ADP puts wind in the trading sails… has a surprising jobs report spoiled the Fed’s next rate cut?
Time to buy small caps? Greg Guenthner on the “unfairly punished” penny stocks of 2007
Our Maniac Trader is going crazy for cotton… details on the next agriculture bull market
Moody’s gloomy prediction: House prices to fall as much as 35% by 2009
Real estate brokers lash out at The 5… our favorites, below
Plus… photographic proof of the pimps’ and hos’ pick for the 2008 election
The U.S. economy added 189,000 jobs in November, claims yesterday’s ADP National Employment Report.
The report blew projections out of the water, more than tripling the 50,000 jobs expected. And while they were at it, ADP revised October’s report — from 13,000 to 119,000 jobs added, a mere 916% adjustment.
If the Bureau of Labor Statistics adds its 2007 monthly average of 19,000 government jobs this Friday, you can expect job growth somewhere near 200,000 jobs for November. And… if you’re crazy enough to believe all that… than the probability of a rate cut by the Fed next week is significantly diminished.
But if you’re a betting man, you might think otherwise.

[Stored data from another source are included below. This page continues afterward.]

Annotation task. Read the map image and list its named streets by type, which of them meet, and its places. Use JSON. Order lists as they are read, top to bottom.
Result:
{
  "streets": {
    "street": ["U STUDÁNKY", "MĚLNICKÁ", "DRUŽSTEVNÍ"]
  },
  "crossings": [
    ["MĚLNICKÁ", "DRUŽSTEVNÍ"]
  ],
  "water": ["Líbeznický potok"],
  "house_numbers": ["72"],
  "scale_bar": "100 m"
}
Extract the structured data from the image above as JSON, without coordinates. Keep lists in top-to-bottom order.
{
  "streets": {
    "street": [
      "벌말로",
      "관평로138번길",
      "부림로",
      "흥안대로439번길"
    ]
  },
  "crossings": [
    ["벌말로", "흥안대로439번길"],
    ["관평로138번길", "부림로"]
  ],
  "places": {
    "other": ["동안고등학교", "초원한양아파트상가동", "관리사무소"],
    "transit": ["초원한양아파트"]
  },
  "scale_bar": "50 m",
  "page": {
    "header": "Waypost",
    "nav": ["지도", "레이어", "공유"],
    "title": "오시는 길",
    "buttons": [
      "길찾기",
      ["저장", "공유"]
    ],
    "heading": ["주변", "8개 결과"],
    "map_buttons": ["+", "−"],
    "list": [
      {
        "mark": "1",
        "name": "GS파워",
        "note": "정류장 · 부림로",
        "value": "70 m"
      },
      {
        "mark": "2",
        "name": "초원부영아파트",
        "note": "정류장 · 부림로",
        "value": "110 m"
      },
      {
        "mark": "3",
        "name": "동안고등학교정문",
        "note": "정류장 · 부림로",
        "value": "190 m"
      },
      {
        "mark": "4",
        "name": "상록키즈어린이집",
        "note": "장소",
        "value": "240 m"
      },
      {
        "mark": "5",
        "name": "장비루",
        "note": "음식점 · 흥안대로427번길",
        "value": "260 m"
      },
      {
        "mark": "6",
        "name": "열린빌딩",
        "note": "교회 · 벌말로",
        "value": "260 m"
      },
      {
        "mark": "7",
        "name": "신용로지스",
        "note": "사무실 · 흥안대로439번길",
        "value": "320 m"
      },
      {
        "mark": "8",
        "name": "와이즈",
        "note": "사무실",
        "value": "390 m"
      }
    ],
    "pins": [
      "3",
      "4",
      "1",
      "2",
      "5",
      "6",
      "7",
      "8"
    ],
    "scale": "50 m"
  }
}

Futures on the Chicago Board of Exchange are now giving 100% odds that the Fed will cut rates on Tuesday.
Ugh… while we said we thought the rate cut was “in the bag”… anytime investors start mentioning things like “absolute certainty” we can’t help but cringe. The same futures pit is currently giving 34% odds on a 50-point cut and nearly 100% odds that the fed funds rate will be 3.5% or lower by July 2008.

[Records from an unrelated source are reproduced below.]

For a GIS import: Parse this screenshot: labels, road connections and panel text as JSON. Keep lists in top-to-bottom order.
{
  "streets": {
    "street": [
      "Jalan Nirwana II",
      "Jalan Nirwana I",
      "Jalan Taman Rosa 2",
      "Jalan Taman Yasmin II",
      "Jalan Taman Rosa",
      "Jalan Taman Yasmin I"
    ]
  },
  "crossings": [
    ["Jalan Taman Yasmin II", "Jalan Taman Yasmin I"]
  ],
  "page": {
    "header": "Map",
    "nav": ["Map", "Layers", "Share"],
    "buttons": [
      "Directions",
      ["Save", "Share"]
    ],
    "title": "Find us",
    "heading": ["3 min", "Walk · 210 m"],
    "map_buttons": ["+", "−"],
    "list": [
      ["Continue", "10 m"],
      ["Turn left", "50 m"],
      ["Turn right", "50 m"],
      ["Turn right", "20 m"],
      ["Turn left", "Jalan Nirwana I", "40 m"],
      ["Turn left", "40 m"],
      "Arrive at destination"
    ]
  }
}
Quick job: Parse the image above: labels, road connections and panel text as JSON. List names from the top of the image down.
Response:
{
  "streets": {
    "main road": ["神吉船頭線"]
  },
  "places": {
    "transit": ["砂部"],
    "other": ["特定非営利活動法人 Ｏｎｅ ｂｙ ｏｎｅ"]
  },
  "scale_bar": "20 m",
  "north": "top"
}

All of which might help to explain the market rally yesterday. The Dow and S&P 500 rose 1.5%, while the Nasdaq shot up 1.8%. Even the Russell 2000, which has had a difficult year and an even worse November, rose 1.8%.

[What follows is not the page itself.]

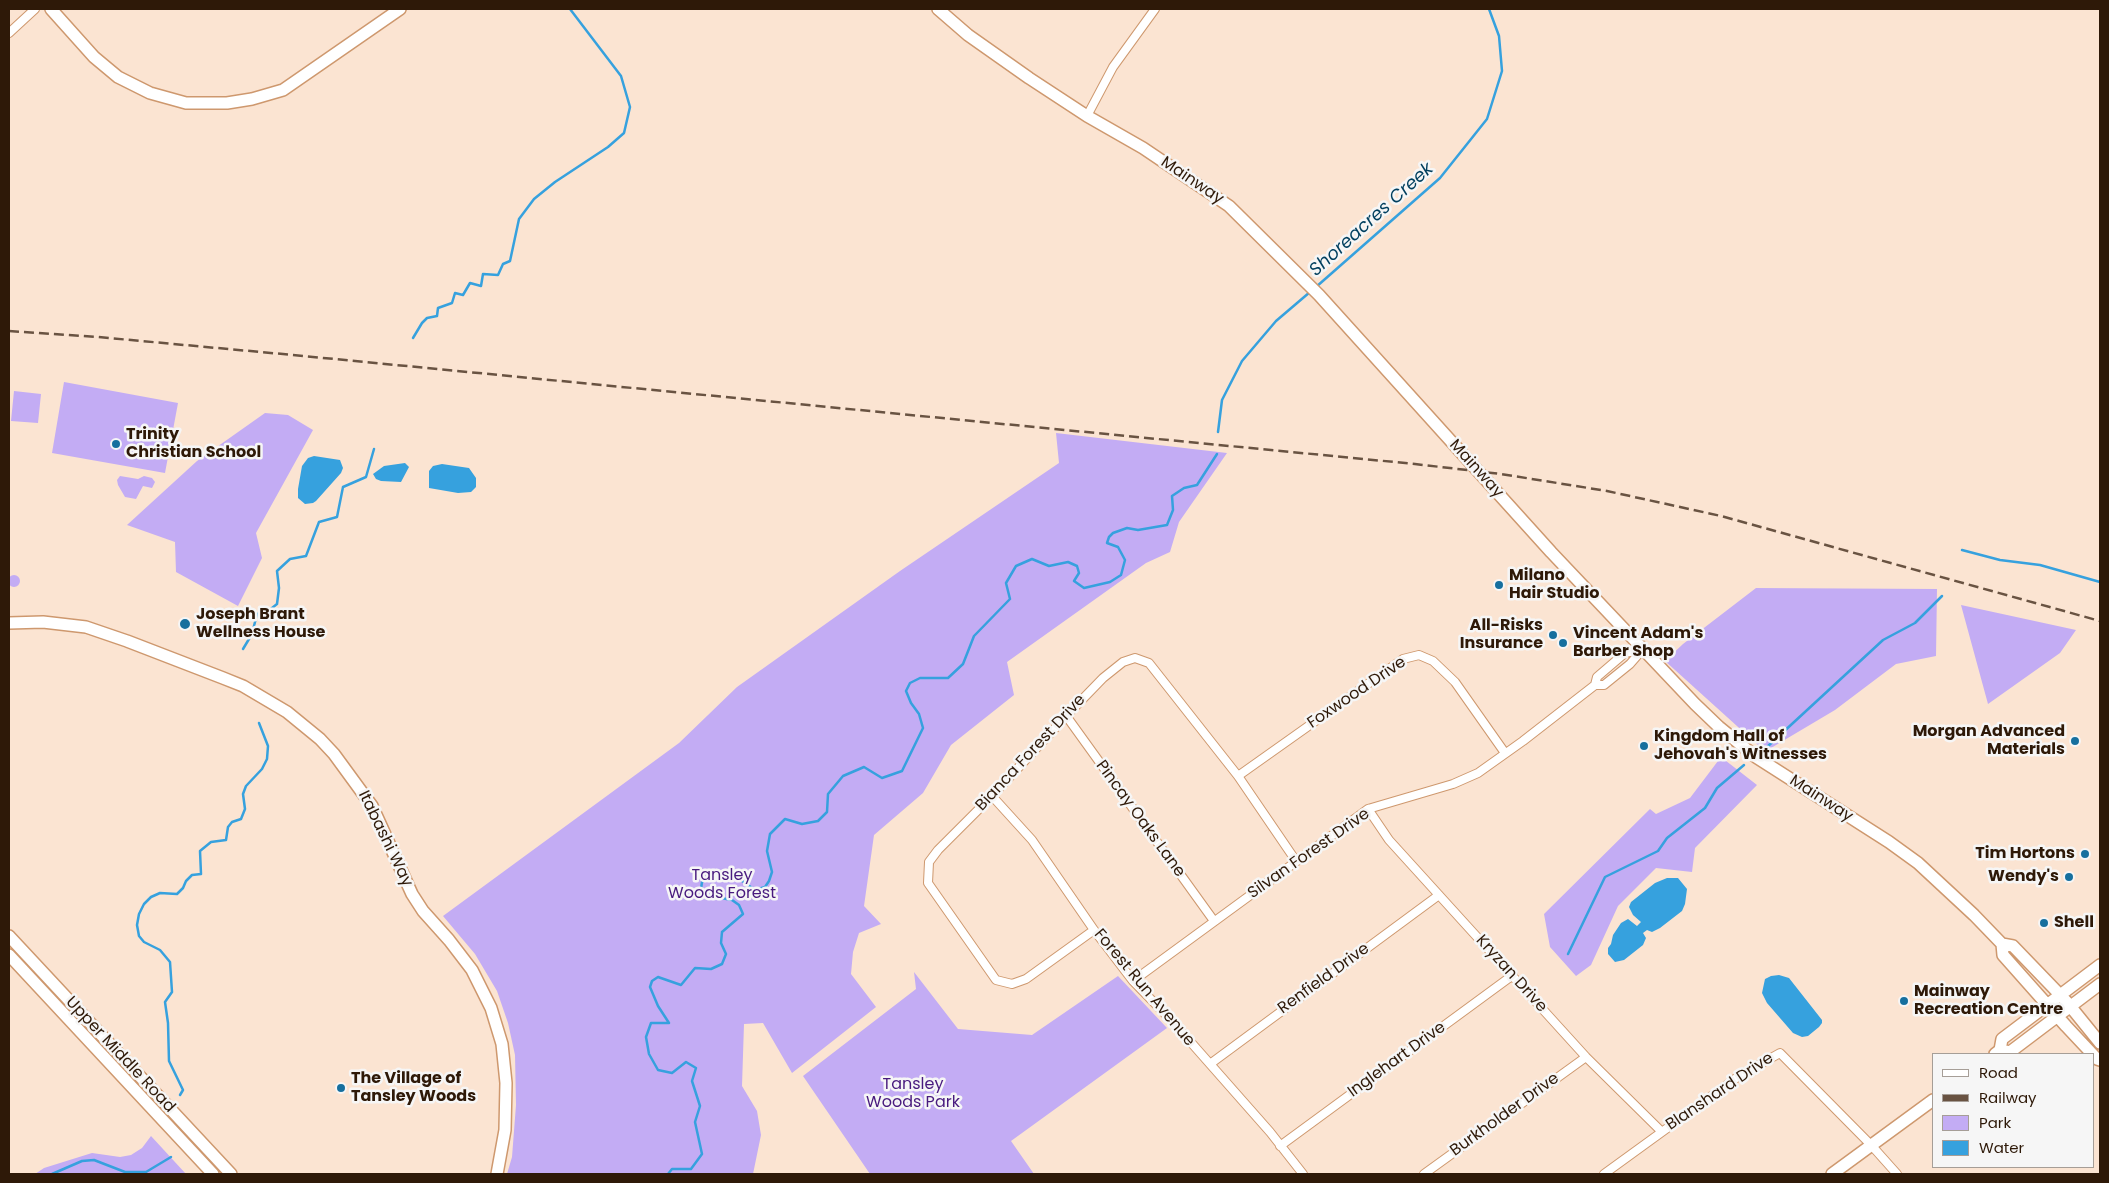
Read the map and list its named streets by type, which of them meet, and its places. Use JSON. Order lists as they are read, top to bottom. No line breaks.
{"streets":{"street":["Mainway","Foxwood Drive","Bianca Forest Drive","Pincay Oaks Lane","Itabashi Way","Silvan Forest Drive","Kryzan Drive","Renfield Drive","Forest Run Avenue","Upper Middle Road","Inglehart Drive","Blanshard Drive","Burkholder Drive"]},"crossings":[["Mainway","Silvan Forest Drive"],["Foxwood Drive","Bianca Forest Drive"],["Foxwood Drive","Silvan Forest Drive"],["Bianca Forest Drive","Pincay Oaks Lane"],["Bianca Forest Drive","Silvan Forest Drive"],["Bianca Forest Drive","Forest Run Avenue"],["Pincay Oaks Lane","Silvan Forest Drive"],["Silvan Forest Drive","Kryzan Drive"],["Silvan Forest Drive","Forest Run Avenue"],["Kryzan Drive","Renfield Drive"],["Kryzan Drive","Inglehart Drive"],["Kryzan Drive","Blanshard Drive"],["Kryzan Drive","Burkholder Drive"],["Renfield Drive","Forest Run Avenue"],["Forest Run Avenue","Inglehart Drive"]],"water":["Shoreacres Creek"],"parks":["Tansley Woods Forest","Tansley Woods Park"],"places":["Trinity Christian School","Milano Hair Studio","Joseph Brant Wellness House","All-Risks Insurance","Vincent Adam's Barber Shop","Morgan Advanced Materials","Kingdom Hall of Jehovah's Witnesses","Tim Hortons","Wendy's","Shell","Mainway Recreation Centre","The Village of Tansley Woods"],"legend":["Road","Railway","Park","Water"]}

“The past few weeks have tested investors’ resolve,” writes our small-cap sleuth Greg Guenthner, “especially those invested in smaller stocks. November is over. The month turned out to be one of the worst the Nasdaq and Russell 2000 have seen since December 2002. Many stocks are testing 52-week lows.
“Naturally, some of these companies are being unfairly punished. That’s where we’re looking for the majority of our penny stock opportunities right now.” Check out this chart:
“From its lowest point in early 2003,” says Gunner, “the Russell rose 60% in a little less than 10 months. We’re not saying 2008 will provide the same results. But it is clear that when small-caps bounce back, they do it in a big way. The S&P 500 only squeaked out a little more than 30% over that same time frame.” Gunner has already chosen his winners for the rally — you can follow along here.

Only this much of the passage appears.